For the data that follows, state how many lines hold the string "Yalta", giving the number by itself.

__________

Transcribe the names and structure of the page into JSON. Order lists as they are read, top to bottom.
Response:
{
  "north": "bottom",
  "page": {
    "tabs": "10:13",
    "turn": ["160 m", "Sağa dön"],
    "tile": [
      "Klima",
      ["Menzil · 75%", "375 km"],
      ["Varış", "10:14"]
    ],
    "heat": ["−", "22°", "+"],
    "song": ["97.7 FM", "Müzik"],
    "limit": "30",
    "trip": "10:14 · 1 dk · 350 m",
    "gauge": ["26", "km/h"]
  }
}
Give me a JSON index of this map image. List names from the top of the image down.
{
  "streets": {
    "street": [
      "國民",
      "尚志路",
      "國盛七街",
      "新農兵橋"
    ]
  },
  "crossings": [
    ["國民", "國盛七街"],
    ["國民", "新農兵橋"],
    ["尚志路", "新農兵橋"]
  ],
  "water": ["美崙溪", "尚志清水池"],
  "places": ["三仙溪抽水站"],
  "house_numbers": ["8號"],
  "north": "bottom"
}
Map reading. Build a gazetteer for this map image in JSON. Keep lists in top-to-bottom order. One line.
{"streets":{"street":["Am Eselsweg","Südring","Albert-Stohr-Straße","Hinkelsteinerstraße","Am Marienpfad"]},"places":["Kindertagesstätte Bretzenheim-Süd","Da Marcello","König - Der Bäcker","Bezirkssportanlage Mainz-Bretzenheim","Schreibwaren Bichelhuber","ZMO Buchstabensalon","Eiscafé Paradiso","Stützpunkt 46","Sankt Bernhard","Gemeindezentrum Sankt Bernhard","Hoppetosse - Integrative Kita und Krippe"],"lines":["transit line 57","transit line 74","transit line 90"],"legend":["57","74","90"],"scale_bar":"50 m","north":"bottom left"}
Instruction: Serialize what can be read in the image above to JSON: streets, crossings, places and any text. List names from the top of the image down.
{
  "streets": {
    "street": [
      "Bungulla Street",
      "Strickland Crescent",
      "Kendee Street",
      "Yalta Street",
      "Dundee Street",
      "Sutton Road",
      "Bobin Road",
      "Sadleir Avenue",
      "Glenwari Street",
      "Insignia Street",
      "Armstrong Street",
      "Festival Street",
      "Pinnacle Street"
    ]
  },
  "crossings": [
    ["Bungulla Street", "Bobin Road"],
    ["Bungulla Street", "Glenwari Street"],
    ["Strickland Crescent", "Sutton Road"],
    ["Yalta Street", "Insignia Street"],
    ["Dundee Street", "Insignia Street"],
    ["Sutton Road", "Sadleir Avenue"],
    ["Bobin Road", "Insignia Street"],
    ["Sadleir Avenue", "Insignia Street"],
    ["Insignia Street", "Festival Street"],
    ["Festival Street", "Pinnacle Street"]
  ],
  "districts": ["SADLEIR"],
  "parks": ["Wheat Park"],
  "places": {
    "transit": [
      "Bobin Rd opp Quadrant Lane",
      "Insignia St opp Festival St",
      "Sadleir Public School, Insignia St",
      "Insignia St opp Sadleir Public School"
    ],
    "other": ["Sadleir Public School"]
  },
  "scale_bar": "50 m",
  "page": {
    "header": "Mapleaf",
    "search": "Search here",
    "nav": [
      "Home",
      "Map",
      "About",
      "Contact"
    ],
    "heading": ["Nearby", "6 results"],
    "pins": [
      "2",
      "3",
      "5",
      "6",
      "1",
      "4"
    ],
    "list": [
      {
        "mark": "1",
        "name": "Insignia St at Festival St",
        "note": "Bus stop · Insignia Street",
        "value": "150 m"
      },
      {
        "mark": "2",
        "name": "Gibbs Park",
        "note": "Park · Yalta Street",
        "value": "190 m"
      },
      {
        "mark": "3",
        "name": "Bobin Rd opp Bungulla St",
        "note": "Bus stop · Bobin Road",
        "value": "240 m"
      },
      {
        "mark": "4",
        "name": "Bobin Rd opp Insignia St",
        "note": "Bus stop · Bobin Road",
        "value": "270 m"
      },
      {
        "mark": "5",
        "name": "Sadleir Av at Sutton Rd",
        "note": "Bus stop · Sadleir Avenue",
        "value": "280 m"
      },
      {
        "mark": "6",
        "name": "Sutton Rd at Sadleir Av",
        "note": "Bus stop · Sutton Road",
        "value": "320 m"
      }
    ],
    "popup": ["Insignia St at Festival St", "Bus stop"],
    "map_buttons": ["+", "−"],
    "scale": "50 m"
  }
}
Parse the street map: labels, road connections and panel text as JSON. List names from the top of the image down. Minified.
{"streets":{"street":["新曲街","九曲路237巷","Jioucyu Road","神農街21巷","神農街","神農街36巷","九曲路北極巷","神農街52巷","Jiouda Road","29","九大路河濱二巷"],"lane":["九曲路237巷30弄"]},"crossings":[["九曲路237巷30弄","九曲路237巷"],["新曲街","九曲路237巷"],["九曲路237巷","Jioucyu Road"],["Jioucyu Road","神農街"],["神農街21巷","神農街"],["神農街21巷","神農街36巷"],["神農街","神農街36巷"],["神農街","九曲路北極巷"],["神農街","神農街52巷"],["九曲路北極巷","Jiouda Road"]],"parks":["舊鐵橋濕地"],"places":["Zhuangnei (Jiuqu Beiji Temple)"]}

__________

* **Result of the task**: 3